::: Dataset

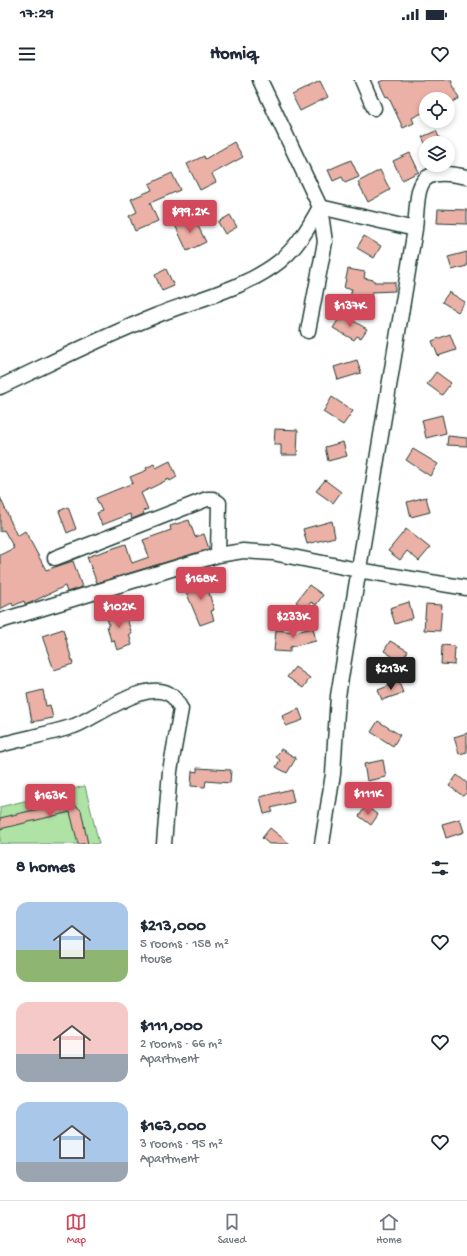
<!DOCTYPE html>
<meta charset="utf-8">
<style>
:root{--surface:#fff;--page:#f6f6f7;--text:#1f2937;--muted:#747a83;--line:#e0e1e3;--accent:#d1495b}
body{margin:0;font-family:"Gochi Hand",sans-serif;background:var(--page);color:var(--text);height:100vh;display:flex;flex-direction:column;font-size:15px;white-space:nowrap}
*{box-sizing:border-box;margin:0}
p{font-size:13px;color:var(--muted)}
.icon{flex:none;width:22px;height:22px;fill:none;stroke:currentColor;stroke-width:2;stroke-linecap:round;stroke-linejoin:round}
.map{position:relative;height:764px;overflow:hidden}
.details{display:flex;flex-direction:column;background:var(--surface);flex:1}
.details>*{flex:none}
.buttons{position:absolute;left:419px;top:12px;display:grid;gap:8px}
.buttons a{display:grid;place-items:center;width:36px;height:36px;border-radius:50%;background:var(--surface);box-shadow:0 2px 6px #0003;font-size:20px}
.price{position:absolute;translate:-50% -34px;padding:0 9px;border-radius:4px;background:var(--accent);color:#fff;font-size:13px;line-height:26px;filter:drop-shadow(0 1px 2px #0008)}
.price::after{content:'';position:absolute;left:50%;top:24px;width:12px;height:9px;margin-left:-6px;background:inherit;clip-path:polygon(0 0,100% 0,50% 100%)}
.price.active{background:#222;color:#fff}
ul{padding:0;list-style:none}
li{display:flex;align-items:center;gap:12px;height:100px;padding:0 16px}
li span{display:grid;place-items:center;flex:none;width:112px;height:80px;border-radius:12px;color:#555}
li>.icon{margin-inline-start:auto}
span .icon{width:48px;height:48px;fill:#fffc;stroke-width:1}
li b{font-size:17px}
h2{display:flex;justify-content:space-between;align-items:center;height:48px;padding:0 16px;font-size:17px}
.status{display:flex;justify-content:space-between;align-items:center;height:28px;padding:0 20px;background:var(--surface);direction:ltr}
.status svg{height:11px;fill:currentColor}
header{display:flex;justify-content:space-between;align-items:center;height:52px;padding:0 16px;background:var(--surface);font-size:18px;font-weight:700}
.dock{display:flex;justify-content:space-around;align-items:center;height:56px;border-top:1px solid var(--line);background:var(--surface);font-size:11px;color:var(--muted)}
.dock a{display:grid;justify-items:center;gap:2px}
.dock .active{color:var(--accent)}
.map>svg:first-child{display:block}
.green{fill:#aee3a5;stroke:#66906c}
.building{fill:#ebb1a6;stroke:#1f3d34}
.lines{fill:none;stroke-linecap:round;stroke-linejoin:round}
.minor-casing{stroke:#1f3d34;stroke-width:17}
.minor{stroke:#fff;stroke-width:14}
</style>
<div class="status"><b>17:29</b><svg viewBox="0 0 49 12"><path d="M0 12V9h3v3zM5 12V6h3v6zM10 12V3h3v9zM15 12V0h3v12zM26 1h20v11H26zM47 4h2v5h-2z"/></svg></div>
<header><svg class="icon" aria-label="menu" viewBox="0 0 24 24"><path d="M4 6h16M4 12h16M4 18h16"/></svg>Homiq<svg class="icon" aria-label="heart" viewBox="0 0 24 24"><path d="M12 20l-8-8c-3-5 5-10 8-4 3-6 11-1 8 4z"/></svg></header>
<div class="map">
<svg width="467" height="764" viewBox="0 0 467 764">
<rect width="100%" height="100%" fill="#fff"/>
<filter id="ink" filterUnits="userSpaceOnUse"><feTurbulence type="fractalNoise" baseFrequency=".025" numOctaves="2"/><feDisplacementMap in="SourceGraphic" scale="8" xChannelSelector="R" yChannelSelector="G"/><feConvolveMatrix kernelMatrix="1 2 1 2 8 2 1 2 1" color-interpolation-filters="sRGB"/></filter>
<g filter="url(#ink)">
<path class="green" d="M85,706l14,58h-99v-37z"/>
<path class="building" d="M384,0h67l8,19 -11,5v-5h-22v12l-14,7 2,5 -11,5 -15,-32 -2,1 -7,-15z
M320,1l8,16 -28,14 -8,-16z
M436,51l4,8 -14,4v2l-4,-8z
M234,62l9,15 -31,17 4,8 -16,8 -13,-26 17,-8 1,3z
M410,73l9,19 -17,8 -9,-19z
M351,80l8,17 -14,6 -3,-6 -9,4 -5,-11z
M380,90l10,20 -22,12 -10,-20z
M172,93l8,17 -30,13 8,18 -23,10 -6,-15 8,-4 -6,-13 21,-9 -3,-6z
M438,129l29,1v14l-30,-1z
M230,135l7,12 -12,7 -7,-12z
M193,136l13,26 -19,9 -12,-26z
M364,156l17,10 -7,12 -17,-10z
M467,172v14l-15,4 -4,-13z
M166,189l8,17 -12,5 -7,-16z
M348,189l17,3 -1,6 10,2v2h21v9l-23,1 -2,8 -20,-3 2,-8 -8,-1z
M449,212l16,10 -7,10 -16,-10z
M342,234l25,15 -6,9 -4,-2 -3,4 -21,-12z
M450,254l6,16 -18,6 -6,-15z
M357,280l4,13 -23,7 -4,-13z
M436,292l15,11 -9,12 -15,-11z
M332,317l21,14 -10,14 -20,-13z
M442,335l4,18 -20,5 -4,-18z
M275,349l23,1 -1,25h-16v-10h-7z
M448,356l19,2v8l-20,-1z
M343,362l4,14 -19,5 -3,-14z
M413,369l25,15 -8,12 -24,-16z
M170,381l7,16 -7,4 -1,-2 -28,14 7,16 -5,2 1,3 -12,5 -2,-5 -28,11 -5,-12 5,-2 -6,-13 37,-15 -3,-6 17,-7 -1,-2 8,-4 2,4z
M325,400l16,12 -8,11 -17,-12z
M0,417l17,39 8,-5 21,39 27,-9 9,26 -15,5 -2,-6 -37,18h-3l-1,-3 -11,5 -1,-3 -12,6v-54l14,-7 -10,-18 -4,2z
M426,417l4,15 -19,5 -4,-15z
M68,427l8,22 -9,4 -8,-22z
M189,440l6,17 9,-3 5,15 -112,34 -10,-26 39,-13 6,19 17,-6 -6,-17 28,-10 -1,-4z
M332,441l3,16 -28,7 -4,-15z
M406,449l24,19 -11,13 -12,-10 -7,9 -12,-9z
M205,499l9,31 -3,1 3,9 -14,5 -16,-38z
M309,505l14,10 -7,10 -5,-3 -5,7 -10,-7z
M409,522l4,16 -18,6 -5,-16z
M426,524l16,1 -2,26 -16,-1z
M122,529l3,11 2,-1 5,15h-3l3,11 -15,5 -3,-10 -3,1 -4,-15 2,-1 -3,-11z
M313,548l3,13 -26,6v5l-16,-1 2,-21 19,2z
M63,549l10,35 -19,6 -12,-34z
M390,561l18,10 -7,11 -17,-11z
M442,565l13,1 -1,19 -13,-1z
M295,587l15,11 -7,10 -16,-11z
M399,602l4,11 -21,7 -4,-10z
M43,610l3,16 4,-1 3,13 -21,4 -5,-28z
M299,629l4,11 -17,6 -4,-10z
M378,641l22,14 -7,11 -22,-14z
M467,653v19l-8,2 -5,-17z
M281,669l15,9 -9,15 -11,-6 4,-7 -4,-3z
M383,680l3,17 -19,4 -3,-17z
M197,688l34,2 -1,13 -24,-2 -1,6 -14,-1 1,-15 5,1z
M457,695l10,8v9l-4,4 -14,-10z
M291,709l3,13 -23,6 2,4 -9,2 -4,-17z
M67,720l14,10 7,34h-10l-8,-32 -70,17v-11l68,-16z
M366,726l12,9 -7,10 -12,-9z
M460,739l4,13 -18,6 -4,-14z
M270,748l20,16h-21l-7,-6z"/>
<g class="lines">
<defs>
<path id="minor" d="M260,0l60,127 5,35 -17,89
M362,0l12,28
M320,127l95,22
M0,307c51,-24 102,-50 155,-71 41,-17 90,-27 125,-55 18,-15 29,-34 40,-54
M55,478l152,-59h6l6,4 -1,52
M0,541l218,-66 25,-4 30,2 85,17 109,18
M0,665c24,-7 50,-11 74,-19 22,-8 75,-50 98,-30 4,3 6,8 9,13l-11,62 -6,73
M322,764l11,-70 5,-78 77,-467c4,-43 -1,-64 52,-52"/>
</defs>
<use href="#minor" class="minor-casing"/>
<use href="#minor" class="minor"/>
</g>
</g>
</svg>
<div class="buttons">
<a><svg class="icon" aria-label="locate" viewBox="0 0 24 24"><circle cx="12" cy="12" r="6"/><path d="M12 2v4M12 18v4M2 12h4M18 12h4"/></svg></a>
<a><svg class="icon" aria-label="layers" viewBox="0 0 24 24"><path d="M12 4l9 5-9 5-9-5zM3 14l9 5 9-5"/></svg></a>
</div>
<b class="price" style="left:190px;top:154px">$99.2K</b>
<b class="price" style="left:350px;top:248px">$137K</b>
<b class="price" style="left:201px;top:521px">$168K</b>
<b class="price" style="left:119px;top:549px">$102K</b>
<b class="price" style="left:293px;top:559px">$233K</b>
<b class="price active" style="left:391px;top:611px">$213K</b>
<b class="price" style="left:368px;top:736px">$111K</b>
<b class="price" style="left:50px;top:738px">$163K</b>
</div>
<section class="details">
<h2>8 homes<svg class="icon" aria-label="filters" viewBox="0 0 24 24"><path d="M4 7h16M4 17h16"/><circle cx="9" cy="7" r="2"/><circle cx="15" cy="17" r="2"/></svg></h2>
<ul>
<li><span style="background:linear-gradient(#a9c7e8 60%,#8fb573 0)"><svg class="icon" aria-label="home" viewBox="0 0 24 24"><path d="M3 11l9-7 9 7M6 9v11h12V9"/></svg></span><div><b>$213,000</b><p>5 rooms · 158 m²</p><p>House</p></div><svg class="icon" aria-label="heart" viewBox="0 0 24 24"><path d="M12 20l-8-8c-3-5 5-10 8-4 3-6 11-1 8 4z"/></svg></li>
<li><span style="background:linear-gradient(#f6c9c9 65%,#9aa5b1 0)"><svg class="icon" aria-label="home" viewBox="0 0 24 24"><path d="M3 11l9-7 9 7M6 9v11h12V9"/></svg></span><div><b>$111,000</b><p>2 rooms · 66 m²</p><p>Apartment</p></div><svg class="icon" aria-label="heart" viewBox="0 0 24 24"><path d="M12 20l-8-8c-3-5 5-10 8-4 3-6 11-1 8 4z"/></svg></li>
<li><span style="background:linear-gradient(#a9c7e8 75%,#9aa5b1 0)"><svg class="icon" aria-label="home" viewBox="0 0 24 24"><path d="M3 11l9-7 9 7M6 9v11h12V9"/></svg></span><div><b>$163,000</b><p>3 rooms · 95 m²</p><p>Apartment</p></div><svg class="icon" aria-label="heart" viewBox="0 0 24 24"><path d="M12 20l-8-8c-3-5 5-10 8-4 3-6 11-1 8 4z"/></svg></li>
</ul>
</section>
<nav class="dock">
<a class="active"><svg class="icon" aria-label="map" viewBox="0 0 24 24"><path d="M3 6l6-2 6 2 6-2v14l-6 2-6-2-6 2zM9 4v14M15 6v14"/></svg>Map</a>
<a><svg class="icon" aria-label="saved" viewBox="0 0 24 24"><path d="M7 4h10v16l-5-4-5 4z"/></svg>Saved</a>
<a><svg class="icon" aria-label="home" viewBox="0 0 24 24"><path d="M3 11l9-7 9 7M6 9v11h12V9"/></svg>Home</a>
</nav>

::::::

* **Activity**
Lines with the word "linecap": tally them across the material and give only the total.

* **Response area**
2